Kicking my Mother in the Head- Camillus John

As the pyjama girl, Berlin Minnie, walked out the door of her number seven Janey Macken Street family residence of an early Saturday morning, she could detect the stale smell of barristers in the air almost immediately.

It was trying to infect the fabric of the pyjamas that her brother, P.J. Tips, had ironed for her earlier that morning, in order to be pristine and cuttingedge for her avant-garde poetry meeting in the Community Shack down the road. It used to be a hall, but now it was a shack due to the recession.

She turned the corner and smack face; Bernard and Martina Barrister were right there.

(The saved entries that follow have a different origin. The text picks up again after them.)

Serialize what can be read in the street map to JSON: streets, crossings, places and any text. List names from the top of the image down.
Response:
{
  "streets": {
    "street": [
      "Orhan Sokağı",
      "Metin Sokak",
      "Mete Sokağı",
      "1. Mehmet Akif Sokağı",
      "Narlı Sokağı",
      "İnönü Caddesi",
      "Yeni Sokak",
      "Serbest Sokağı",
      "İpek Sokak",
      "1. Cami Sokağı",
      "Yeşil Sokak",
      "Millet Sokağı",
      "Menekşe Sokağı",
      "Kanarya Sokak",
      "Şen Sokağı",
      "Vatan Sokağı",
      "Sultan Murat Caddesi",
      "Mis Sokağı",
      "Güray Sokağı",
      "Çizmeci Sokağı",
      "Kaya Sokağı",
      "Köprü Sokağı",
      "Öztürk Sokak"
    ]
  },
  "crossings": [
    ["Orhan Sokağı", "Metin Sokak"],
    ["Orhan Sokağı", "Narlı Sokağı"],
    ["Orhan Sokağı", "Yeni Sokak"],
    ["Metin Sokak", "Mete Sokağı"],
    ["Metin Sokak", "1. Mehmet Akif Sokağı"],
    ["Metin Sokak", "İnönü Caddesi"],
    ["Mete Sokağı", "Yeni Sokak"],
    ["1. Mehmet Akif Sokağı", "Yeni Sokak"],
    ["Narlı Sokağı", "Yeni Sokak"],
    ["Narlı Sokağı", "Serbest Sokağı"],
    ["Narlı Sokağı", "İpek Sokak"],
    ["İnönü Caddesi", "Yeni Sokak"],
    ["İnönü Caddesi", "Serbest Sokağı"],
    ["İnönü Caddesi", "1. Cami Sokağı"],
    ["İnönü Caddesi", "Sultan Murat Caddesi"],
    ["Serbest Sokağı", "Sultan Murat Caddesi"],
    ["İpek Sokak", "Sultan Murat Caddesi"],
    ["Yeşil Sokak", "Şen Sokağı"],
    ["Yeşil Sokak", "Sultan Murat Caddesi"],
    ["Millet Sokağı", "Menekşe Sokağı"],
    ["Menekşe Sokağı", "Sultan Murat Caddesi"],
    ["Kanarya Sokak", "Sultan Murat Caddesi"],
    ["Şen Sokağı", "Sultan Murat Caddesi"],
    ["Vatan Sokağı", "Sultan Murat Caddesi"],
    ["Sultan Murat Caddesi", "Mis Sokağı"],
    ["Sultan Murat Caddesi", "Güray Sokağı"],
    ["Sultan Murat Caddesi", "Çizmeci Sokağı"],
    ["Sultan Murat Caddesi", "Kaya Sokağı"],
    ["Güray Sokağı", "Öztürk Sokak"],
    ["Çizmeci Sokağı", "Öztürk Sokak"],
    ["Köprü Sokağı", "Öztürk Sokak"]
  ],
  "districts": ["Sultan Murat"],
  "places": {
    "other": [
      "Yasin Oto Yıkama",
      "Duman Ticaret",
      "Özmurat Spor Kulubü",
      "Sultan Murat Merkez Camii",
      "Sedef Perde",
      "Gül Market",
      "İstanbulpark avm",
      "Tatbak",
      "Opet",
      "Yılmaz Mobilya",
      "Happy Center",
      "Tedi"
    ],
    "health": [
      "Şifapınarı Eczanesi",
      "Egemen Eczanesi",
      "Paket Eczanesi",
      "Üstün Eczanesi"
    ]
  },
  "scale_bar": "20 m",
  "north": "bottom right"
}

-You’re a scumbag! Get off the streets and change. You offend me.

-I just need to get by madam, please.

-You’re a lazy dole-sponging scrounger. Take those pyjamas off or we’ll do it for you over there in that park!

-I can’t, I’m late for a poetry recital in The Shack. Please!

-Who gave you permission for that?

-I didn’t know I needed permission from barristers to recite poetry. I’ll get it next time madam, I swear. Please! I’m reading Ginsberg’s “Howl” today.

-Ginsberg! You’re nothing but a whore. Your type has caused this whole recession. You make me sick. Hold her Bernard.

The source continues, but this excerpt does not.